== Data section

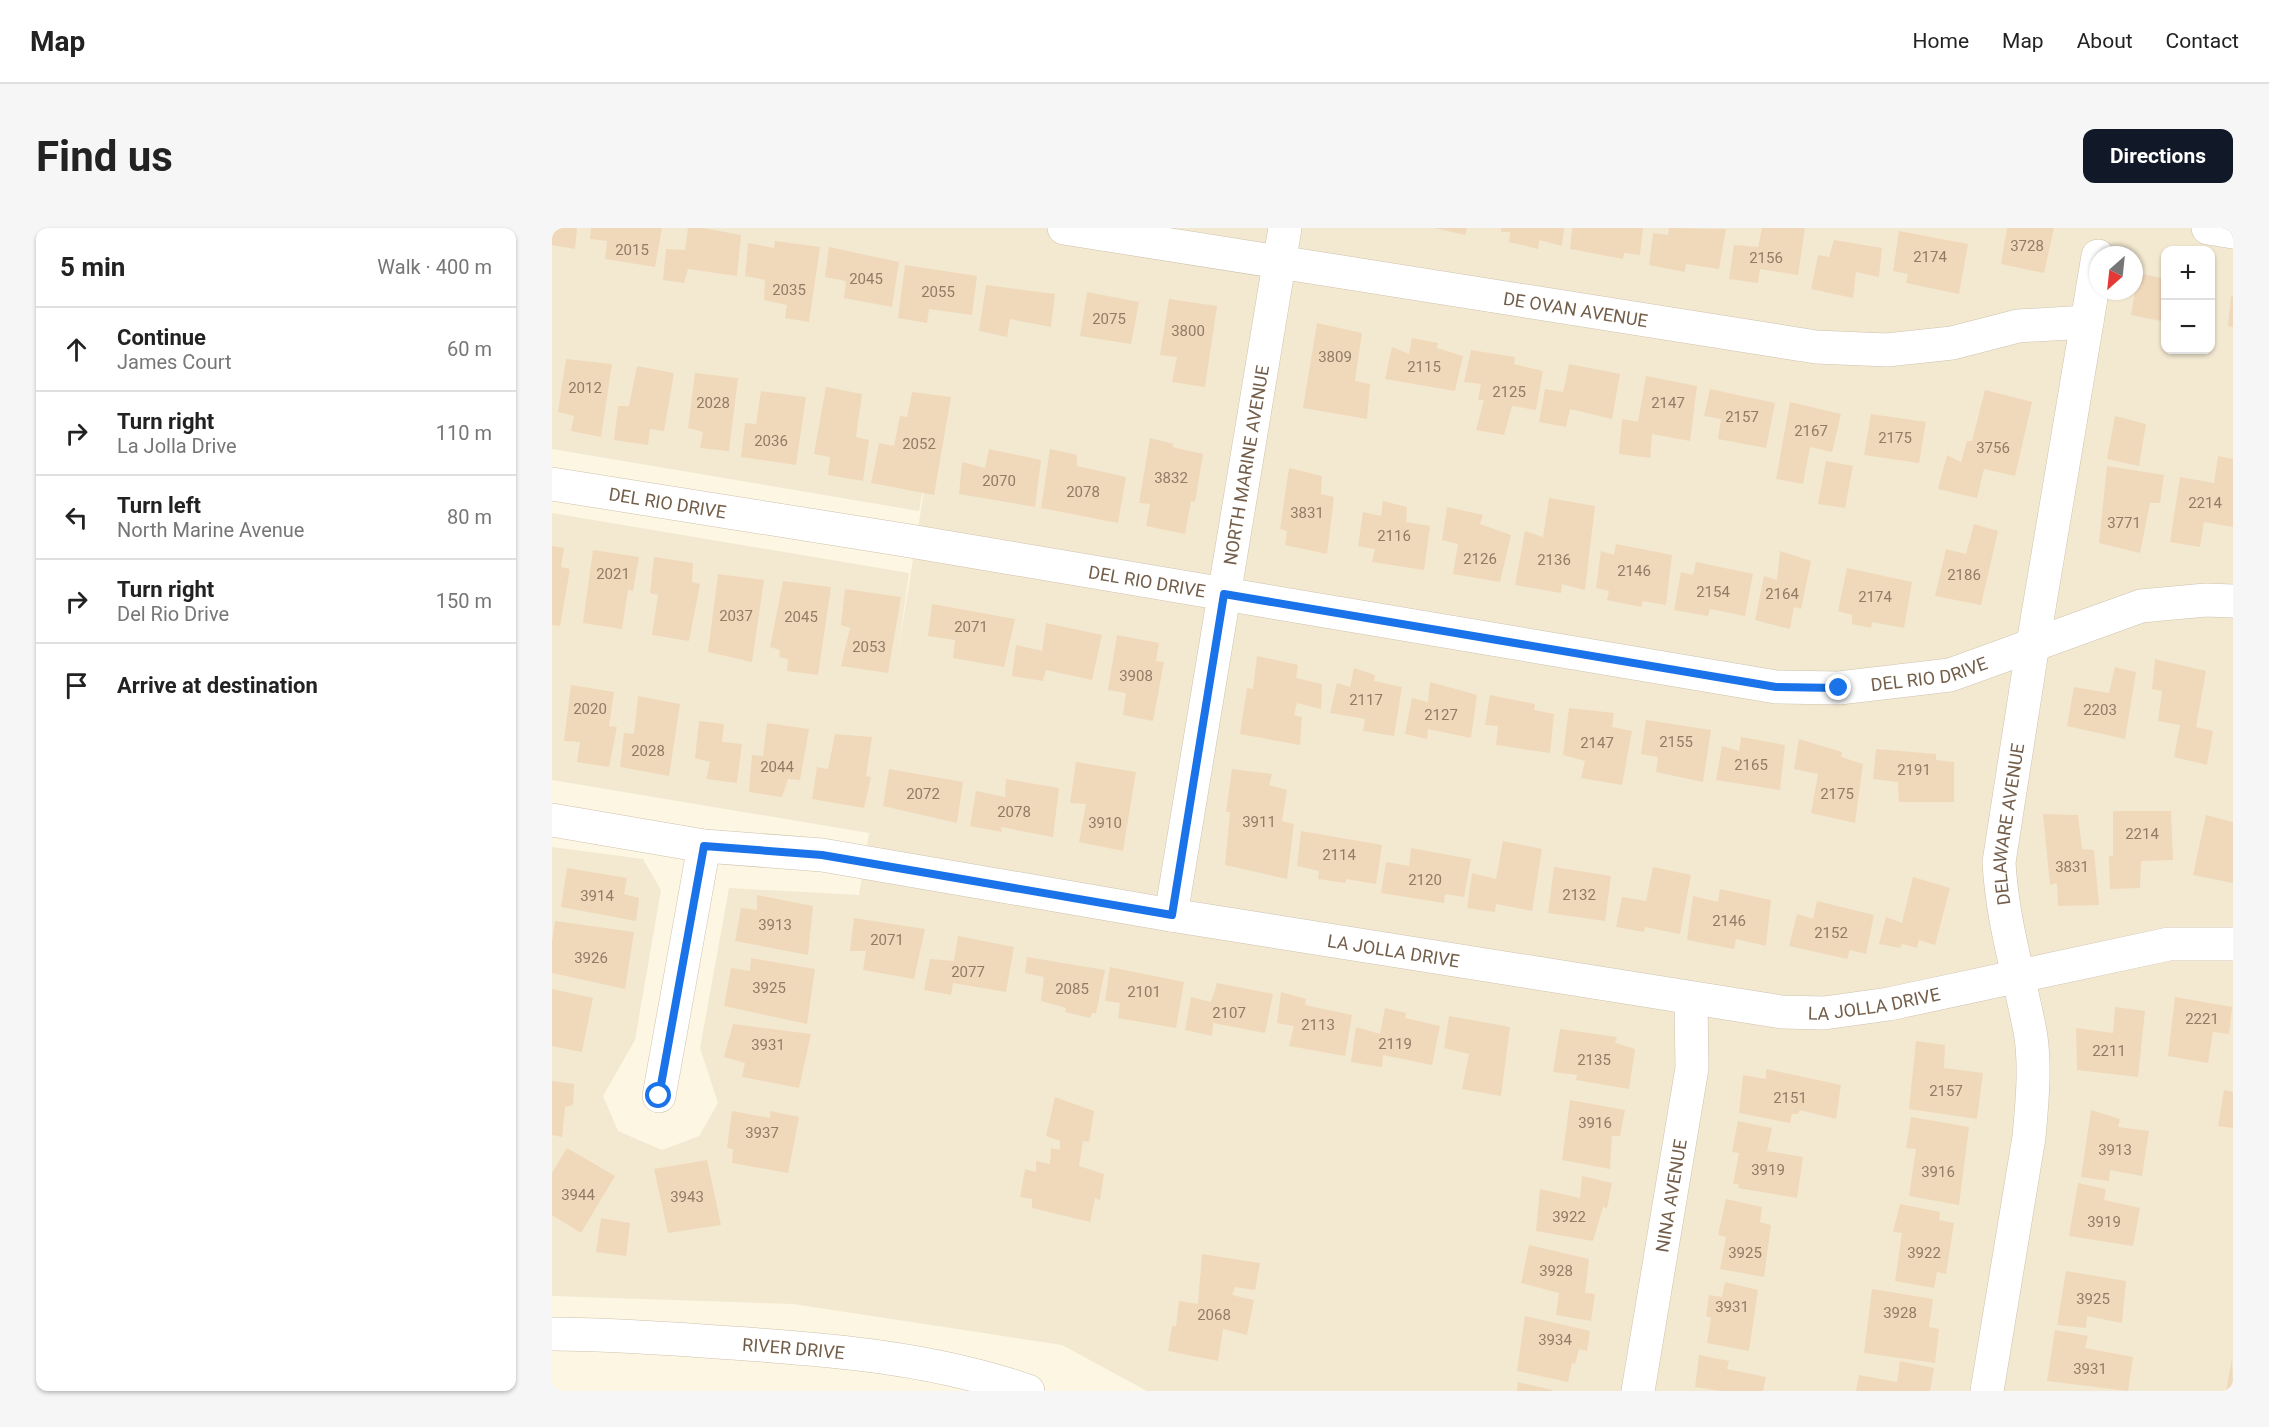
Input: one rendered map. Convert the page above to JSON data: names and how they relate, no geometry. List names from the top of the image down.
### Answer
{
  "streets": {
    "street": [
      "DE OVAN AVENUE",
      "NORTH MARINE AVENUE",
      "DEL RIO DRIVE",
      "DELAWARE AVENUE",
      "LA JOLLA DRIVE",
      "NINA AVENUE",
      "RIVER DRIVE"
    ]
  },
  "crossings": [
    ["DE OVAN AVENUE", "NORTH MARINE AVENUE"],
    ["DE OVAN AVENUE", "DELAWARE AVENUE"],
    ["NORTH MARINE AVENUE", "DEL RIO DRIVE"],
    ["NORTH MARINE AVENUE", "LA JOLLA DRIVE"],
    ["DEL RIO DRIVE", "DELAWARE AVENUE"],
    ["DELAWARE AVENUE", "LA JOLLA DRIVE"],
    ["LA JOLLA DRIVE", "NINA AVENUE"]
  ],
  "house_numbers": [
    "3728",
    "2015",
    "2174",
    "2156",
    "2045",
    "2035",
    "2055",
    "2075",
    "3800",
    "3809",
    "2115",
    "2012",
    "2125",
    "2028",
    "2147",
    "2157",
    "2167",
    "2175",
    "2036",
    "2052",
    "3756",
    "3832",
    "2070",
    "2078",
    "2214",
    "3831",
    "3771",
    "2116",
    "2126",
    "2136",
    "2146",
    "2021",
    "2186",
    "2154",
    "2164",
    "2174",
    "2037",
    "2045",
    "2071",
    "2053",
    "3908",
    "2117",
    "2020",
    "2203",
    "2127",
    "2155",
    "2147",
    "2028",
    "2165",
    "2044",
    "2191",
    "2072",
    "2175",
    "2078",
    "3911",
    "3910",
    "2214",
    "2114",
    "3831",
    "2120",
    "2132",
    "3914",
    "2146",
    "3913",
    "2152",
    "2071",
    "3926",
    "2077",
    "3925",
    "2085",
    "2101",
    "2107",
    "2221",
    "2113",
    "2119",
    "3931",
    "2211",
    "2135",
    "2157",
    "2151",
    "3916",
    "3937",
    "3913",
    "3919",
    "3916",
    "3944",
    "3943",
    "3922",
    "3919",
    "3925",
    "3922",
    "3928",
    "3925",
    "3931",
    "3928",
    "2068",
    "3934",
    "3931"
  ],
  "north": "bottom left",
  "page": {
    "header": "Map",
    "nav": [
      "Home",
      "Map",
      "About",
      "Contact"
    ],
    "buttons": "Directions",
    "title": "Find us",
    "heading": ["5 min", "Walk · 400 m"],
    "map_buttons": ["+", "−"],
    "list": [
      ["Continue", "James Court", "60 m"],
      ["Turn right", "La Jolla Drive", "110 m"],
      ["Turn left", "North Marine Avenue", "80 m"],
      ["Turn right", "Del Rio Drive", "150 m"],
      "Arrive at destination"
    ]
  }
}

====

■ **The task**
For the string "right", return every line of the data where it appears.

■ **Solved problem**
      ["Turn right", "La Jolla Drive", "110 m"],
      ["Turn right", "Del Rio Drive", "150 m"],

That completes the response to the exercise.